Prince George is ranked #14 on Maclean’s magazine’s annual rank of the country’s most dangerous cities.
North Battleford, Saskatchewan was ranked #1, Quesnel was ranked #3, William Lake #7, Terrace #11, and Dawson Creek #13.
Maclean’s compiles an annual, interactive ranking that uses Statistics Canada data to reveal where incidents of serious crime per capita are most frequent, and whether things are getting better or worse over time. It uses StatsCan’s crime severity index – a number different from the general crime rate that measures both the volume and severity of crimes in a municipality as compared to the national average – to compare 237 urban centres that have a population of 10,000 or more.
With the national index currently set at 75, a higher number than that in the ranking means a place sees a higher rate and severity of crime than average; a lower number means it sees a lower rate and severity. The national index is considerably lower than it was when the CSI was created in 2006. But it has risen steadily over the past four years. According to Statistics Canada, the most recent increase comes predominantly from a rise in reports of fraud, level 1 sexual assault (meaning without a weapon or evidence of bodily harm) and theft.
Local officials have, for years, disputed the Maclean’s ranking system because tabulates the rankings according to 100,000 people. That, say officials, gives an unfair ranking for communities with less than 100,000, like Prince George.
With only one murder reported in Prince George during the reporting period, the homicide rate is listed at 1.26/100,000 people. The national average is 1.76.
The Maclean’s ranking reported that assaults dropped in Prince George to 597 actual cases, putting the ranking, per 100,000 people, at 751.42.
The reporting did note that the number of sexual assaults increased to 79 during the reporting period putting the ranking at 99.43/100,000.
The ranking reported that there were a decrease in the number of robberies (87) and break and enters (643) but an increase in the number of fraud investigations (392).
Quesnel, B.C. has the dubious honour of jumping from eighth to third place for overall crime; from 15th to fifth place for violent crime; and from 114th place to second place for the largest five-year change in its CSI. Quesnel’s CSI rose from 180 in 2013 to 292 in 2018.
Wetaskiwin, Alta., where the crime rate continues to increase the fastest, dropped to fourth place this year in terms of overall crime with a CSI of 270 (258 last year). Portage la Prairie, Man. is still in fifth; Prince Albert, Sask. and its surrounding area dropped to sixth from fourth.

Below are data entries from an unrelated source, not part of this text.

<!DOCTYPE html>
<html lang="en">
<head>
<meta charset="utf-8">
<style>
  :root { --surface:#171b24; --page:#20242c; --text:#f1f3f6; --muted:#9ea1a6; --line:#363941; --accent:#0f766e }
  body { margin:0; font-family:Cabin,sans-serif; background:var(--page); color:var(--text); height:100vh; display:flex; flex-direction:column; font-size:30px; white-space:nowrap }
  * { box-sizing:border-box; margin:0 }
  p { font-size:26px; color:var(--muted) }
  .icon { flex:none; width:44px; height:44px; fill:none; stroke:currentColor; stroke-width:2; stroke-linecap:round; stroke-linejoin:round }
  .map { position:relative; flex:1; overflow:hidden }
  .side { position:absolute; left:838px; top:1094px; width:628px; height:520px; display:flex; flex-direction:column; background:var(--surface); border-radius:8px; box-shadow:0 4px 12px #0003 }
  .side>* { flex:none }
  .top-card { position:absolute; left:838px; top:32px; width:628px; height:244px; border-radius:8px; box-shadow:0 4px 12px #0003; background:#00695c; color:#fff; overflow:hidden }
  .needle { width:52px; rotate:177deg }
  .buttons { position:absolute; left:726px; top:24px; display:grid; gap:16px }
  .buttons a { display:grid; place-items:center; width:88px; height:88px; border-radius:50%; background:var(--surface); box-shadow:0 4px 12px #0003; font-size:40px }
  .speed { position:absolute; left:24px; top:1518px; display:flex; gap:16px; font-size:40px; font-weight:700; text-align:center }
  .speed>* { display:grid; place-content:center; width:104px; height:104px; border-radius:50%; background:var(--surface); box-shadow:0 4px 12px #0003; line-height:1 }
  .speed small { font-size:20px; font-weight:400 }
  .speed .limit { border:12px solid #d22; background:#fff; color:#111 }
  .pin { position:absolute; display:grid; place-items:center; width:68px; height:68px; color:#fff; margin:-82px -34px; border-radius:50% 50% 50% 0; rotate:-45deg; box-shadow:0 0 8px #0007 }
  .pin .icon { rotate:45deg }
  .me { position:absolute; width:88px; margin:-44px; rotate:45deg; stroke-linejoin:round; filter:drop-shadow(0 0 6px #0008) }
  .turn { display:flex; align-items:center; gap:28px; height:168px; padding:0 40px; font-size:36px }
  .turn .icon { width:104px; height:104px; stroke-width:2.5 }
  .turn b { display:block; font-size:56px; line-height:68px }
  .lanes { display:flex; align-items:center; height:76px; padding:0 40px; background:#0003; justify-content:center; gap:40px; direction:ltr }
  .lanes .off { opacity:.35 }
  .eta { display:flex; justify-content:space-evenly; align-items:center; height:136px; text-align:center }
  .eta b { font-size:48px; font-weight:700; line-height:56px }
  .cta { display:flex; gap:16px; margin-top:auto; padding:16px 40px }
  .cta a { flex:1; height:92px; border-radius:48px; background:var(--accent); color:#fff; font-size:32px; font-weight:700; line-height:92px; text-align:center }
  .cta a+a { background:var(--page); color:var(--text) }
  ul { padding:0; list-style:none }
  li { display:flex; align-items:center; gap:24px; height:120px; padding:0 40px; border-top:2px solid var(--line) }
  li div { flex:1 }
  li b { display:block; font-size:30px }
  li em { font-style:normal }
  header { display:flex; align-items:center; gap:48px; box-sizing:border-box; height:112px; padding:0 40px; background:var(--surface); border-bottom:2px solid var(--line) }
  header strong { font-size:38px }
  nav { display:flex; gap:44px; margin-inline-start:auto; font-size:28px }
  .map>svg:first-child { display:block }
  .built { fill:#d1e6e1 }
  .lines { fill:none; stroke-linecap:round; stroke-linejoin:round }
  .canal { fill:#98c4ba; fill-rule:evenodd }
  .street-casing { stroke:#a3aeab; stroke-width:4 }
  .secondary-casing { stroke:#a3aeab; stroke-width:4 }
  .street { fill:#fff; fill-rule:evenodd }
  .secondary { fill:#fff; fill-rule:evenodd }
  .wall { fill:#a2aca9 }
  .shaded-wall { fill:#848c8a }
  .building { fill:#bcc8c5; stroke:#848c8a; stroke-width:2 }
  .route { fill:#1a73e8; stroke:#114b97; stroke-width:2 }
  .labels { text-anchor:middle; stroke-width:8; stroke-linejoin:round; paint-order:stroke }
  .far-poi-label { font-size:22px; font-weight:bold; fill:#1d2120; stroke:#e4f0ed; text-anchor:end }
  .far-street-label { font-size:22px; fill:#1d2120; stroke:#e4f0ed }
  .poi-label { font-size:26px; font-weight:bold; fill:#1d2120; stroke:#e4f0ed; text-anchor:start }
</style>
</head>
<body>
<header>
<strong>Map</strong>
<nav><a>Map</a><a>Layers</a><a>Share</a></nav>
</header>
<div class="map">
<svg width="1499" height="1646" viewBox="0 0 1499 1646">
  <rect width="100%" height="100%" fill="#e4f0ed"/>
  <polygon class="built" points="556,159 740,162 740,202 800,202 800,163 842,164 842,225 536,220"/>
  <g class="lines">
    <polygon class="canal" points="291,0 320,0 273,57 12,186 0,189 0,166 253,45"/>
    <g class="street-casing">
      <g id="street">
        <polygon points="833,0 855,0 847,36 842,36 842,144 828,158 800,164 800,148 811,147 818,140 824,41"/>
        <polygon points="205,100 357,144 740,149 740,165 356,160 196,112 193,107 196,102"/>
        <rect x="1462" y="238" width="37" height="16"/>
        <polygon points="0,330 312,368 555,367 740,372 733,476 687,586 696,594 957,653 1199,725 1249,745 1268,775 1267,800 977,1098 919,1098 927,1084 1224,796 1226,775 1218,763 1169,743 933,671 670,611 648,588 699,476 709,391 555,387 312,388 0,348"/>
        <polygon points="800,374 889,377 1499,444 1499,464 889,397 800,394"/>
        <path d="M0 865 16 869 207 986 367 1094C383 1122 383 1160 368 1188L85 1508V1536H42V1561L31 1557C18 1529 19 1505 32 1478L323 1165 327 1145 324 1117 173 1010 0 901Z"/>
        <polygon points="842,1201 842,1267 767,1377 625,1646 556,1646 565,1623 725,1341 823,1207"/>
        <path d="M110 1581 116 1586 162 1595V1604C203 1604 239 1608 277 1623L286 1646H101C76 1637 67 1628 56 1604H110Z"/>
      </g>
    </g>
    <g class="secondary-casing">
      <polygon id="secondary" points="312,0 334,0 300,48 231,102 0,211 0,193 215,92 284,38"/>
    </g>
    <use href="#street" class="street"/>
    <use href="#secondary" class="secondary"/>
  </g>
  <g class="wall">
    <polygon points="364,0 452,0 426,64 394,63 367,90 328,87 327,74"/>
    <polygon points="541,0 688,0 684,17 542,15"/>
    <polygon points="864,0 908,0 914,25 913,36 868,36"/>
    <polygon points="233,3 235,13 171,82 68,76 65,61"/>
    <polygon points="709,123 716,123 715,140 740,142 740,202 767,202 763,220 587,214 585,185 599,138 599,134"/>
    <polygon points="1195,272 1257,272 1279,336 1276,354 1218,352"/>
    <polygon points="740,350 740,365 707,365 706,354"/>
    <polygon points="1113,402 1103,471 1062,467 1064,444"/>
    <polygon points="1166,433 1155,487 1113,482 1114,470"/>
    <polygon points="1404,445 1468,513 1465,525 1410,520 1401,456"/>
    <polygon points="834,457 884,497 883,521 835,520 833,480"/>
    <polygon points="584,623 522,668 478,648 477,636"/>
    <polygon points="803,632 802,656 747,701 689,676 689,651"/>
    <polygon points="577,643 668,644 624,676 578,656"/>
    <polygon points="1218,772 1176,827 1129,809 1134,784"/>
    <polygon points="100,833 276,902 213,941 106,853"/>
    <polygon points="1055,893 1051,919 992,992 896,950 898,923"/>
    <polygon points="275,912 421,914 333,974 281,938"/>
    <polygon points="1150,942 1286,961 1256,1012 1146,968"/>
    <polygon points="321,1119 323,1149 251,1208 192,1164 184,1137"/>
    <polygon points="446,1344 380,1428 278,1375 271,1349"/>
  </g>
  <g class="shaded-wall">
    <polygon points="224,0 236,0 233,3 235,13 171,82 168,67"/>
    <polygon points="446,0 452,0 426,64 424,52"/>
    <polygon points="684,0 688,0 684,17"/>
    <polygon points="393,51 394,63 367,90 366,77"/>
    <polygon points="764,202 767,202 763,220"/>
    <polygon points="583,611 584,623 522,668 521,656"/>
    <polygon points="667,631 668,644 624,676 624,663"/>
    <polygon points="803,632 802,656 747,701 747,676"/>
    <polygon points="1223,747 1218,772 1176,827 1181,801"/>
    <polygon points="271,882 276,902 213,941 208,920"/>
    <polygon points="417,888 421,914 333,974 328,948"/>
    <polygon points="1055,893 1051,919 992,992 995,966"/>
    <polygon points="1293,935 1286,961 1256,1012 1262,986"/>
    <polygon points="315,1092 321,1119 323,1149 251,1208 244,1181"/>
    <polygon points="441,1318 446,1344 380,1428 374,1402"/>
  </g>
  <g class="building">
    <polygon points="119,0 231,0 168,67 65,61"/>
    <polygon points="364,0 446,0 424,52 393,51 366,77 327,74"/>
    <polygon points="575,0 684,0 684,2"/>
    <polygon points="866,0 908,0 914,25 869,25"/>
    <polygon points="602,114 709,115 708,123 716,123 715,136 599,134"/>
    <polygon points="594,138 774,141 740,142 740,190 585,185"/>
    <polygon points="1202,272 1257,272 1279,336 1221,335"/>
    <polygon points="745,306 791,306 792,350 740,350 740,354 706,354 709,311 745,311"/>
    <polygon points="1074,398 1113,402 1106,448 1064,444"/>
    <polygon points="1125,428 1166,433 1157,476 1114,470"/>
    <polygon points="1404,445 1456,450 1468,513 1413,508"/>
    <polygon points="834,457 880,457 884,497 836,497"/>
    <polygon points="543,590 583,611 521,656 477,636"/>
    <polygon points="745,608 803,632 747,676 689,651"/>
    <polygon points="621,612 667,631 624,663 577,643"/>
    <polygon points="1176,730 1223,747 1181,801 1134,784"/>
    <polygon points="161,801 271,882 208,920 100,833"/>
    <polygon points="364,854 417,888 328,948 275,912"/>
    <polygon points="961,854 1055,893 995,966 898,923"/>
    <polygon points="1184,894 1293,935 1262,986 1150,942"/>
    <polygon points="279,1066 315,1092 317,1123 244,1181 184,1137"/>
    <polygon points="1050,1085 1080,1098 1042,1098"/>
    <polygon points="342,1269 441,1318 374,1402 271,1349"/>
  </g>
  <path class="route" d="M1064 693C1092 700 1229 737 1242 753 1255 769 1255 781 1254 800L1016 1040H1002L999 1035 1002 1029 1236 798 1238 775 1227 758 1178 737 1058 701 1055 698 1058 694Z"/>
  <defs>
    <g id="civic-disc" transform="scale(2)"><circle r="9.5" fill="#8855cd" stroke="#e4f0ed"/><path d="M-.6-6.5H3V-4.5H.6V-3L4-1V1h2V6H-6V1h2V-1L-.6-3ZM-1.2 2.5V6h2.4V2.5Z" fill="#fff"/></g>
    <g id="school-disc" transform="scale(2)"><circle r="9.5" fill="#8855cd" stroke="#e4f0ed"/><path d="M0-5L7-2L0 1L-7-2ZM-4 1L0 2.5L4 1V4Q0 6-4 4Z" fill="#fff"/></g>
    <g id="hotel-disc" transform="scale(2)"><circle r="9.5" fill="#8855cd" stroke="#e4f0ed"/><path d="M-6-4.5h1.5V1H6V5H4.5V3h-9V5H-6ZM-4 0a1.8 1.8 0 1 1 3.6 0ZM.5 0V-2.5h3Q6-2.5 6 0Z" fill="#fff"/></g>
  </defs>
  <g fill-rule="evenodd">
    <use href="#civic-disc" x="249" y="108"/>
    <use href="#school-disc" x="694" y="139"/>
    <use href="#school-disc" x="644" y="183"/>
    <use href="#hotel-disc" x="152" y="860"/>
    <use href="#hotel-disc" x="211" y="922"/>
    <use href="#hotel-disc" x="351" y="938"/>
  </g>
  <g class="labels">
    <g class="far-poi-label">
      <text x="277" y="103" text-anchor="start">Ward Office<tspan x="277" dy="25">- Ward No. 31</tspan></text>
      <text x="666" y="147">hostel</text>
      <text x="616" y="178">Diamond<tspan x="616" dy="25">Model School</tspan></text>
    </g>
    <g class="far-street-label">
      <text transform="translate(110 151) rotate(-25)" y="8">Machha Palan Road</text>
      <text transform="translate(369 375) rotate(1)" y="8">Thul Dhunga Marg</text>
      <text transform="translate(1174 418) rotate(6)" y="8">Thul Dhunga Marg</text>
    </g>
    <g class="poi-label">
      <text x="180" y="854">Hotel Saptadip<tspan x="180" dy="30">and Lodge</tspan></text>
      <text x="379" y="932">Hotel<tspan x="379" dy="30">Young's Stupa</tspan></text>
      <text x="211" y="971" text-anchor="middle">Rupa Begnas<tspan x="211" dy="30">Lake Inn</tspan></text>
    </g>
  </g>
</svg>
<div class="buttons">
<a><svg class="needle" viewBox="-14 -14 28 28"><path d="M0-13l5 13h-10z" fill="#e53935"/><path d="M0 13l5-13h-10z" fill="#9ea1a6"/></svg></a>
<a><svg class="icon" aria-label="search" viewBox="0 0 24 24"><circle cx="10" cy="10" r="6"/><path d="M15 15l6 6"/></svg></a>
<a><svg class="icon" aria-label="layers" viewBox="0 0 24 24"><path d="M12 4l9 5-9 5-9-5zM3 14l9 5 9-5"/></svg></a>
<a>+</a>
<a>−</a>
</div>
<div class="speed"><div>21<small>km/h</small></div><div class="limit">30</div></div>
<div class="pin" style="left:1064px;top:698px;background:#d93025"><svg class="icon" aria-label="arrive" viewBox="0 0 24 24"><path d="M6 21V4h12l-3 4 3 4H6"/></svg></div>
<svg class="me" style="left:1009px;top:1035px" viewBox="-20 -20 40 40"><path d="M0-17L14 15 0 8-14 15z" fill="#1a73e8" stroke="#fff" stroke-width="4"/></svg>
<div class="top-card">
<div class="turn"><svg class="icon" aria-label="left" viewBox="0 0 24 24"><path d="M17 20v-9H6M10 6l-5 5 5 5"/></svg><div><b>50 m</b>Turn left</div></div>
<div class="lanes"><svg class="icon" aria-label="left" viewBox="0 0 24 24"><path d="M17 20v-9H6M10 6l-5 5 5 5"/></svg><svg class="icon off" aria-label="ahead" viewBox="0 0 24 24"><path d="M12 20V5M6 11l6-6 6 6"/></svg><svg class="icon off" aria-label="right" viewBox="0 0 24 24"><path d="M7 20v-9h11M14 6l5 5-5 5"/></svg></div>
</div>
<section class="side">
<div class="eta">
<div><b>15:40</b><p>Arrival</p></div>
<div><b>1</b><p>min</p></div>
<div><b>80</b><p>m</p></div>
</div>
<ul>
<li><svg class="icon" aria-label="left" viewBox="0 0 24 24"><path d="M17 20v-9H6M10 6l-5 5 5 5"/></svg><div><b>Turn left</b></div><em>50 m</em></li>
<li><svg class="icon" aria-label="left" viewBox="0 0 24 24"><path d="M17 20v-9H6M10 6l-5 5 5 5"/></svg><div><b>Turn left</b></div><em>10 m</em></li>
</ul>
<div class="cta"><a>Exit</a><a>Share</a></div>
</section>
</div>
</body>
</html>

For the fourth year in a row, the highest rates of violent crime, specifically, happened in Thompson, a city of 14,535 in northern Manitoba and the largest in the region. It had the highest rates of homicide, assault, sexual assault, cocaine trafficking and youth crime. We sent reporter Shannon VanRaes to investigate the story behind those trends (read her feature article here).
Rates of crime continue to be higher in parts of western Canada. Of the top 50 locations where overall crime was highest, 39 were in the Prairies or B.C. Of the top 50 locations for violent crime, 31 out of 50 were west of Ontario. Organizing the list by the type of crime committed, the only place east of Manitoba that was worst on a particular offence was St. Catharines and the Niagara region in Ontario, which had the highest rate of cannabis trafficking in 2018, before weed was legalized.
Three out of the five places that had the fastest-improving crime rates over the past five years were in B.C. The prize goes to Whistler, and second place to New Westminster. Saint-Jérôme, Que., had the third-fastest-improving crime rate, followed by Squamish and area, B.C., and Charlottetown, P.E.I.
LaSalle, Ont., next to Windsor, had the least crime per capita, according to the most recent stats available. Thames Centre, Ont., next to London, had the least violent crime.